Coalitions, alliances and… silos? Identifying patterns in public health collaboratives

March 4, 2015

Public health collaboratives (PHCs) bring together diverse partners to apply multi-systemic tactics to public health outcomes. Given the reality of scarce resources and the interdisciplinary nature of public health, this type of interorganizational approach has great value.

A recent study poses a question, however: within such networks, do member organizations self-segregate according to type?

Dr. Christine Bevc

Dr. Christine Bevc

Christine Bevc, PhD, MA, epidemiologist research associate at the UNC Gillings School of Global Public Health’s N.C. Institute for Public Health, is lead author of the study, “New Perspectives on the ‘Silo Effect’: Initial Comparisons of Network Structures Across Public Health Collaboratives,” published online Feb. 17 in the American Journal of Public Health.

The study investigates how accurately findings from previous research on networks can be applied to PHCs. Typically, network members exhibit homophily, or the propensity to form the strongest ties with the most similar members of the group, thereby establishing silos. In other words, likeness breeds connection. This tendency potentially could undermine PHC goals related to identifying innovative solutions.

Bevc and her co-authors used social network analysis to explore the interaction patterns between partners in 162 PHCs. They identified 15 unique organization types and used these to measure network diversity and the silo effect.

On average, the PHCs contained only four different organizational types. While diversity did increase along with network size, study results suggest an accompanying increase in the time and effort expended to maintain relationships within a larger network.

Analysis also revealed which types of organizations are more likely to establish silos within a collaborative group. Public health entities are among the most prone to exhibit similar partner preferences. As network size increases, this silo effect becomes more pronounced.

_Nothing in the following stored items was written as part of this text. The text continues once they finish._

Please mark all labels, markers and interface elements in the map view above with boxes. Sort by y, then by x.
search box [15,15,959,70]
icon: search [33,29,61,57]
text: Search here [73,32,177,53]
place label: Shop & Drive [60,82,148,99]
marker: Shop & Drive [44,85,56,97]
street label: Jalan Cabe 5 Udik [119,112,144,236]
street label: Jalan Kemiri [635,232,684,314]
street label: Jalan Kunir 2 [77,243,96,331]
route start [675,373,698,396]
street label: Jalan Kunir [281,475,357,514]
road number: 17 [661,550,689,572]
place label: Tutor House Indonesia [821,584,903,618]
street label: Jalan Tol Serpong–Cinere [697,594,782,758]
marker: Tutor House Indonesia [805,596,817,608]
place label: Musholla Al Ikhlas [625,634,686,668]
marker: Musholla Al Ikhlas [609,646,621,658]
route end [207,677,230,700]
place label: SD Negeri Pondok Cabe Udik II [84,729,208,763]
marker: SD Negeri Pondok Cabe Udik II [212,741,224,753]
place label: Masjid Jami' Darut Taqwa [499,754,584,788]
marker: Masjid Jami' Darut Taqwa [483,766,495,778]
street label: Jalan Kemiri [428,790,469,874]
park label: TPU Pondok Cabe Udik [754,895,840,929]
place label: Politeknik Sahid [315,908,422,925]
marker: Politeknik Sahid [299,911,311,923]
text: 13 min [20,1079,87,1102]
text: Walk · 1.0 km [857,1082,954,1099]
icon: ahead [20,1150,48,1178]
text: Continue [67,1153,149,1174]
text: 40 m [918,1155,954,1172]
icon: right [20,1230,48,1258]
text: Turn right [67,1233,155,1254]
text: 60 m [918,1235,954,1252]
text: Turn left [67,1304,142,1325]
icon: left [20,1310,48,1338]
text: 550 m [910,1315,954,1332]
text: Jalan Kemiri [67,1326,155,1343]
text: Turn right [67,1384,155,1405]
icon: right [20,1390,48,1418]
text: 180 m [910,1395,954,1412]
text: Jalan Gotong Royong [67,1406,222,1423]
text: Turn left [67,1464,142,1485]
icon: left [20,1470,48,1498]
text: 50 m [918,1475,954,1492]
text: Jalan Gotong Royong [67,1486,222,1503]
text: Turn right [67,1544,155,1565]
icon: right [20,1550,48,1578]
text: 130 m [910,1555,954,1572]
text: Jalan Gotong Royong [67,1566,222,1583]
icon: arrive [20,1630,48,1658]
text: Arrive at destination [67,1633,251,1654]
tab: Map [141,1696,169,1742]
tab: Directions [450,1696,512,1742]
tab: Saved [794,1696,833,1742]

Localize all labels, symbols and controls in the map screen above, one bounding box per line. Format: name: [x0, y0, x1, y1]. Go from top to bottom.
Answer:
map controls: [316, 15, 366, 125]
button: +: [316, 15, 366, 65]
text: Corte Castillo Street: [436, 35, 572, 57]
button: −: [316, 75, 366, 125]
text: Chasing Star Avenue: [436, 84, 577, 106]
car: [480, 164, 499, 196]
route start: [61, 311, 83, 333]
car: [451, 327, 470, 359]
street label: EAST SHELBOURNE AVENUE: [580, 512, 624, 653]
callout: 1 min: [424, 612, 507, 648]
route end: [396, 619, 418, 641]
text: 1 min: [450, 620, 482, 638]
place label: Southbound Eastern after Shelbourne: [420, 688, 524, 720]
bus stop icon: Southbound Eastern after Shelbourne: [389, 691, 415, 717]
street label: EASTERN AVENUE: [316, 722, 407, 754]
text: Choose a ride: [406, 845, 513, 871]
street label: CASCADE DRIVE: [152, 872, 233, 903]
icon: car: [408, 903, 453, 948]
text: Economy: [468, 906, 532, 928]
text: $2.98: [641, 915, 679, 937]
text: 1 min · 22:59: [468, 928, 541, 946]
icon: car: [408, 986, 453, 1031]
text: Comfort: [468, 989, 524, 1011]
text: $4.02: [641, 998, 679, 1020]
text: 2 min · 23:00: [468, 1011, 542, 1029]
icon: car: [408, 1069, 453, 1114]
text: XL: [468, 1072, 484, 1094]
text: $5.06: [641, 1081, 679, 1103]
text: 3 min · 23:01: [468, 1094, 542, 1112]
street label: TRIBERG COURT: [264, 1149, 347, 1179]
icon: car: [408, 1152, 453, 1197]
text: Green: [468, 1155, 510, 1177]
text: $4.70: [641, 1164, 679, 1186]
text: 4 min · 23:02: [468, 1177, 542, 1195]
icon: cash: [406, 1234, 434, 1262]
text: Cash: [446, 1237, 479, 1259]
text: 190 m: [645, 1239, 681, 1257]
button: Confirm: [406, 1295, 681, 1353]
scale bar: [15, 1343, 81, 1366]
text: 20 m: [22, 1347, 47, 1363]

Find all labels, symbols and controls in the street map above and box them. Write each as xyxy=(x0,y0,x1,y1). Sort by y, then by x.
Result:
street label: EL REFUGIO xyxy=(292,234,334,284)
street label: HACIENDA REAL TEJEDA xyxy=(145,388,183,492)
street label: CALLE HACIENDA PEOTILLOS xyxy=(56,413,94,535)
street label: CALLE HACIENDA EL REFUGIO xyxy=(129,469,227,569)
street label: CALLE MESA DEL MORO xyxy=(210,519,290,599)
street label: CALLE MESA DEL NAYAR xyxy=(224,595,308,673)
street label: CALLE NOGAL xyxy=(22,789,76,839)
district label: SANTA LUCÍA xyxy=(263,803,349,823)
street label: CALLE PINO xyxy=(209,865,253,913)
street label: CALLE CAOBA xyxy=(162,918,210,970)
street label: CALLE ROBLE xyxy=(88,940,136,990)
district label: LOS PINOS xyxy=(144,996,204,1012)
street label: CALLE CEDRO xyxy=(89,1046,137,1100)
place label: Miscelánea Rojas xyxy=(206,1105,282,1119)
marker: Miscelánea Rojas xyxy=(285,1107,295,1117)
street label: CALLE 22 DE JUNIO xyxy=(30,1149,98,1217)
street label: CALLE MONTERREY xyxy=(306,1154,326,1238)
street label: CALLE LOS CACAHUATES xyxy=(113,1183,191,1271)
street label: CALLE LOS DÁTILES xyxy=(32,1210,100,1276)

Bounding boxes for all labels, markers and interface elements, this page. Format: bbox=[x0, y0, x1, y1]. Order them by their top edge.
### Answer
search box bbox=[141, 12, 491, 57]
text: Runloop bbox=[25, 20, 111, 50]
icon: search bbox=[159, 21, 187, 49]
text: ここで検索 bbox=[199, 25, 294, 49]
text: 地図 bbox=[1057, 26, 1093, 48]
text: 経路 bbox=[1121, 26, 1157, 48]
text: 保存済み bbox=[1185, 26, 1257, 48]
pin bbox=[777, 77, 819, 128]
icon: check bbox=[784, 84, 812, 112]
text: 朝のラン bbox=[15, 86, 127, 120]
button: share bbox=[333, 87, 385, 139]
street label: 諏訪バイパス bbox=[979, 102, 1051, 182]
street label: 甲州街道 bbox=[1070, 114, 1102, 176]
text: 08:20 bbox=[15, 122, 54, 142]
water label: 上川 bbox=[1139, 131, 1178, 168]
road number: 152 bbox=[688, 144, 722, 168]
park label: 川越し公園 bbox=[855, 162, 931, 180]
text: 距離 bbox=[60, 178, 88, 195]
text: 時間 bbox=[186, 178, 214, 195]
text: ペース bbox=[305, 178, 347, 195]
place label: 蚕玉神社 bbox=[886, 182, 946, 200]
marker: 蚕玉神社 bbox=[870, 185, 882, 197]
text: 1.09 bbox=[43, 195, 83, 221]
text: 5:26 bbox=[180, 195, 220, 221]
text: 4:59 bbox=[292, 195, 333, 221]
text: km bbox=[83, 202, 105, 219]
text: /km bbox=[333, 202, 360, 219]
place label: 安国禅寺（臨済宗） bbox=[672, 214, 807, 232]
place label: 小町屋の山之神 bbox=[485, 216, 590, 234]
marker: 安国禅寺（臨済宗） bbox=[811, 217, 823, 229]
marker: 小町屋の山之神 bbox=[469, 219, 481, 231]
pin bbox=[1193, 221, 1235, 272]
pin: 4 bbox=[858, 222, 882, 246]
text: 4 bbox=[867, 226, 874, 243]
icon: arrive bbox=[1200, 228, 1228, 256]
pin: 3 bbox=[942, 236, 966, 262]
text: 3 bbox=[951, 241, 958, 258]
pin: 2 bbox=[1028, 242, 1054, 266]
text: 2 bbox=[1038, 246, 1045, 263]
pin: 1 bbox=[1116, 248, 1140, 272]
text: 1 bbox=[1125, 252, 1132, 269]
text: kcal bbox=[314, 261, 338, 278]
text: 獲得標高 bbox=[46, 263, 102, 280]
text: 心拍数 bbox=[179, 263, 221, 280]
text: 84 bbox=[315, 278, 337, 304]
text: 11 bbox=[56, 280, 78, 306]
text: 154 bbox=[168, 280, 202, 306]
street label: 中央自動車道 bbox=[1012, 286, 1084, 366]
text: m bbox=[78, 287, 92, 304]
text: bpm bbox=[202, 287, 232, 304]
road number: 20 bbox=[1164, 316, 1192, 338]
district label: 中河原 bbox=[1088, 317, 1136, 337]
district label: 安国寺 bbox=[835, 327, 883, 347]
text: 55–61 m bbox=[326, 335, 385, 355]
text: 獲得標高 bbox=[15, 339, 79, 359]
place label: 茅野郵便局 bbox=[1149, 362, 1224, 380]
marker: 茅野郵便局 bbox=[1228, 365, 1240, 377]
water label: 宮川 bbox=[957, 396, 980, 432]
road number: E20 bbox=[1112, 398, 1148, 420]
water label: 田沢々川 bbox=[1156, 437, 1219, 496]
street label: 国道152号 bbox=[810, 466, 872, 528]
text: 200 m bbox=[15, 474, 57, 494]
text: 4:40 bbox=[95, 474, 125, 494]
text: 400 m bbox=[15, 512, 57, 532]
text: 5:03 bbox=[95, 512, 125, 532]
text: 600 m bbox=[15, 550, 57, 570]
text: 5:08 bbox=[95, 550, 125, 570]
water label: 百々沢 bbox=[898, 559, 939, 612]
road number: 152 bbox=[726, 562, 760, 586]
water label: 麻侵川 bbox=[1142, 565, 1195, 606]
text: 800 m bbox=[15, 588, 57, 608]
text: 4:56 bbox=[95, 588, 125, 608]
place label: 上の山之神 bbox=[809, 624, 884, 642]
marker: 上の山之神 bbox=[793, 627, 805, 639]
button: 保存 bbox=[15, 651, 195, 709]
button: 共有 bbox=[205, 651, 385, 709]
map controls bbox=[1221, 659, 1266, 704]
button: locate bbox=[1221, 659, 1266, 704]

Given the increased work load and additional siloing common to large PHCs, it is crucial to take steps to prevent diminished effectiveness. Strategic management is required at both the network and individual organization levels to reap the full benefits of the collaborative advantage.

The study authors recommend further research to better understand the ways networks form and evolve. Knowing how certain types of organizations tend to interact with similar partners is a first step in developing education and training about how to avoid the silo effect and accomplish collective goals.

Bevc and collaborating authors are currently continuing their investigation of PHC partnerships, examining the complementary patterns of heterophily in the formation of diverse and innovative collaborative partnerships.

Co-authors include Jessica Retrum, MSSW, PhD, assistant professor in the Department of Social Work at Metropolitan State University in Denver, and Danielle Varda, PhD, associate professor in the School of Public Affairs at the University of Colorado in Denver.